Among the entries, which lines carry the string "Tulipán"? Copy every one.

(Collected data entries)
Start of Block

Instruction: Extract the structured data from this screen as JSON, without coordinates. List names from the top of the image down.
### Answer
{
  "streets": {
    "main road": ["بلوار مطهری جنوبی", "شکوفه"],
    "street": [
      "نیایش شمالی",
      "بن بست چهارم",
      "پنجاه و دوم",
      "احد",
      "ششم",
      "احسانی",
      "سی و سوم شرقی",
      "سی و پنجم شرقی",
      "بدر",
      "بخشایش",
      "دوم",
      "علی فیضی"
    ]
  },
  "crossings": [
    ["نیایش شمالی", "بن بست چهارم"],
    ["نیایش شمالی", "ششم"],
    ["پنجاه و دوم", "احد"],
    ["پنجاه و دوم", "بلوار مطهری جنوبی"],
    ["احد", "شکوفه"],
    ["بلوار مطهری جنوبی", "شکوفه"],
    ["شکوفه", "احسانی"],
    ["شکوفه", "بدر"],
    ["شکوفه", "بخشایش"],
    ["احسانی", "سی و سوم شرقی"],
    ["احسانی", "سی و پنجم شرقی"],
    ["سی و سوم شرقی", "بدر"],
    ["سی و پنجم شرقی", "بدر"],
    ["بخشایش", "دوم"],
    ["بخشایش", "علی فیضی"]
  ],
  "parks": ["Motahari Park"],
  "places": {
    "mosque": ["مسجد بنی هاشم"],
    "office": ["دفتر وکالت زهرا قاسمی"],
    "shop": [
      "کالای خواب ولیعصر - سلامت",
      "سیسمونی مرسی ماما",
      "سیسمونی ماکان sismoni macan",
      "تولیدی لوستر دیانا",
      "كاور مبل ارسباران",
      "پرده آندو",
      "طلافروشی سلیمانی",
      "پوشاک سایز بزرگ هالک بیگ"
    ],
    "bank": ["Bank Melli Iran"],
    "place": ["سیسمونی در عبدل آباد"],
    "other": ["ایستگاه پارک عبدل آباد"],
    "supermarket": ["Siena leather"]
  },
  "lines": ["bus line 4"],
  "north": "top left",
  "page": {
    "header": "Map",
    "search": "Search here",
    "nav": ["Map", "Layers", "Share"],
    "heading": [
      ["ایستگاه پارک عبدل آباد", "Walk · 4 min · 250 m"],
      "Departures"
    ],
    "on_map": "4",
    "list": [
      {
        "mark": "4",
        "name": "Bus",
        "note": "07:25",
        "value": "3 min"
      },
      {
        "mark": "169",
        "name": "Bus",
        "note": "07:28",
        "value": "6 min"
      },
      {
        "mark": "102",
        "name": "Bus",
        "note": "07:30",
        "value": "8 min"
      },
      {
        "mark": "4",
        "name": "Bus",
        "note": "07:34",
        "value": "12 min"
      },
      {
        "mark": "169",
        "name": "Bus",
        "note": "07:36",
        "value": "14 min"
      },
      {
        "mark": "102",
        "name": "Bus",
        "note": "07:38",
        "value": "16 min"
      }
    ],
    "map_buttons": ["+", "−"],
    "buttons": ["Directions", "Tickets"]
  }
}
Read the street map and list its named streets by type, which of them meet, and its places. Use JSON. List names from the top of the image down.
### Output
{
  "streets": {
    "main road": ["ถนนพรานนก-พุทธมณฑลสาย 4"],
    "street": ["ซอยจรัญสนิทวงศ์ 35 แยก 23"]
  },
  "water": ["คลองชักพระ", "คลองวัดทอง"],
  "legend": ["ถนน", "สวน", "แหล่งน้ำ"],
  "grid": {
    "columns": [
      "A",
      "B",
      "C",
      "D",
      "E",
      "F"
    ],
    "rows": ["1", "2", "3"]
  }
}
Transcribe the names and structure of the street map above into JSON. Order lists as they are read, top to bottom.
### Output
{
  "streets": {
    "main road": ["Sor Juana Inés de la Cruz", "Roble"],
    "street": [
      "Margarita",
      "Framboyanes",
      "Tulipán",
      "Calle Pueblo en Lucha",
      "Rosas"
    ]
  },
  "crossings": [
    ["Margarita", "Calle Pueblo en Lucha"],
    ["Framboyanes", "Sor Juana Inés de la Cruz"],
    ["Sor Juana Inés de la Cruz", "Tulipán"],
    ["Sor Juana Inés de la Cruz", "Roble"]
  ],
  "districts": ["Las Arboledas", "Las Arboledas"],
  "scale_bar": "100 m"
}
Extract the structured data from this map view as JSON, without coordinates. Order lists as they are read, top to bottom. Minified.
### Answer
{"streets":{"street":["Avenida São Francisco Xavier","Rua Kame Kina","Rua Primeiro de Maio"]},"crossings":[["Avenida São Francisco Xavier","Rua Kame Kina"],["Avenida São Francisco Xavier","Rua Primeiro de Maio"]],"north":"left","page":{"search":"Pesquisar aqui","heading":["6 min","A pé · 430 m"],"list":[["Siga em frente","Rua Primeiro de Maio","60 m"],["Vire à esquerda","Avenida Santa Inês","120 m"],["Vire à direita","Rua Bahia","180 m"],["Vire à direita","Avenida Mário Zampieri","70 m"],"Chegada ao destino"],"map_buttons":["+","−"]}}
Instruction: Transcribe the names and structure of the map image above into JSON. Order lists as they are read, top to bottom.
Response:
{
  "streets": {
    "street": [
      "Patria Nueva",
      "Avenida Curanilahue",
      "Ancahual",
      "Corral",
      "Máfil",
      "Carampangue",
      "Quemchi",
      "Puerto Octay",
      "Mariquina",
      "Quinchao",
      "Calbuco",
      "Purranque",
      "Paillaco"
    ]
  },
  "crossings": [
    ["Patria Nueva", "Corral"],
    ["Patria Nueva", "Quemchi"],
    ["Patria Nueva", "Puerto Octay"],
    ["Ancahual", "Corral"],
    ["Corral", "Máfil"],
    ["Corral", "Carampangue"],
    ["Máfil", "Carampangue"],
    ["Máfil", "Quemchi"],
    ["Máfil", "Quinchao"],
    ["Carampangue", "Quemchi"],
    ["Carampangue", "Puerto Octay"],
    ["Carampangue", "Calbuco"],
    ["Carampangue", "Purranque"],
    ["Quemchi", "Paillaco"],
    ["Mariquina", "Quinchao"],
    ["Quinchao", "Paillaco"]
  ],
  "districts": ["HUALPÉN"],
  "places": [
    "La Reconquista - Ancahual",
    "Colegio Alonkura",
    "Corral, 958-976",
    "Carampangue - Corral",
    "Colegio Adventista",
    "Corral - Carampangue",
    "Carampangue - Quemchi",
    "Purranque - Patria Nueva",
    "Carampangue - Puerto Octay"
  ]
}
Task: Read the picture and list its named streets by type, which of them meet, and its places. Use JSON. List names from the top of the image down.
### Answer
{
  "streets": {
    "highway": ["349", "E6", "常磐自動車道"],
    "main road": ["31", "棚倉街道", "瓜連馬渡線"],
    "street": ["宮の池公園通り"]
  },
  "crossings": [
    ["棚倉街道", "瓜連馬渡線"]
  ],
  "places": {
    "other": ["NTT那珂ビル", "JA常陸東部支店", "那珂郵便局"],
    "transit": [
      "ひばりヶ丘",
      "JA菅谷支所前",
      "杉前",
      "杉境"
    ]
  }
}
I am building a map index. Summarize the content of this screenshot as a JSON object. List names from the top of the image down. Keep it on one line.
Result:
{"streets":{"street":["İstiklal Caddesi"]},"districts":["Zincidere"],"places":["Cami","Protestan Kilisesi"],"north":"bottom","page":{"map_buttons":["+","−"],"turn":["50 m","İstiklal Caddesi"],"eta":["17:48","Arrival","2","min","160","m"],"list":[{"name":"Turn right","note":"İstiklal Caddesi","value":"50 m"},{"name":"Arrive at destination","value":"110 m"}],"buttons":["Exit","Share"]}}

End of Block

▸ **Solution to the exercise**:
      "Tulipán",
    ["Sor Juana Inés de la Cruz", "Tulipán"],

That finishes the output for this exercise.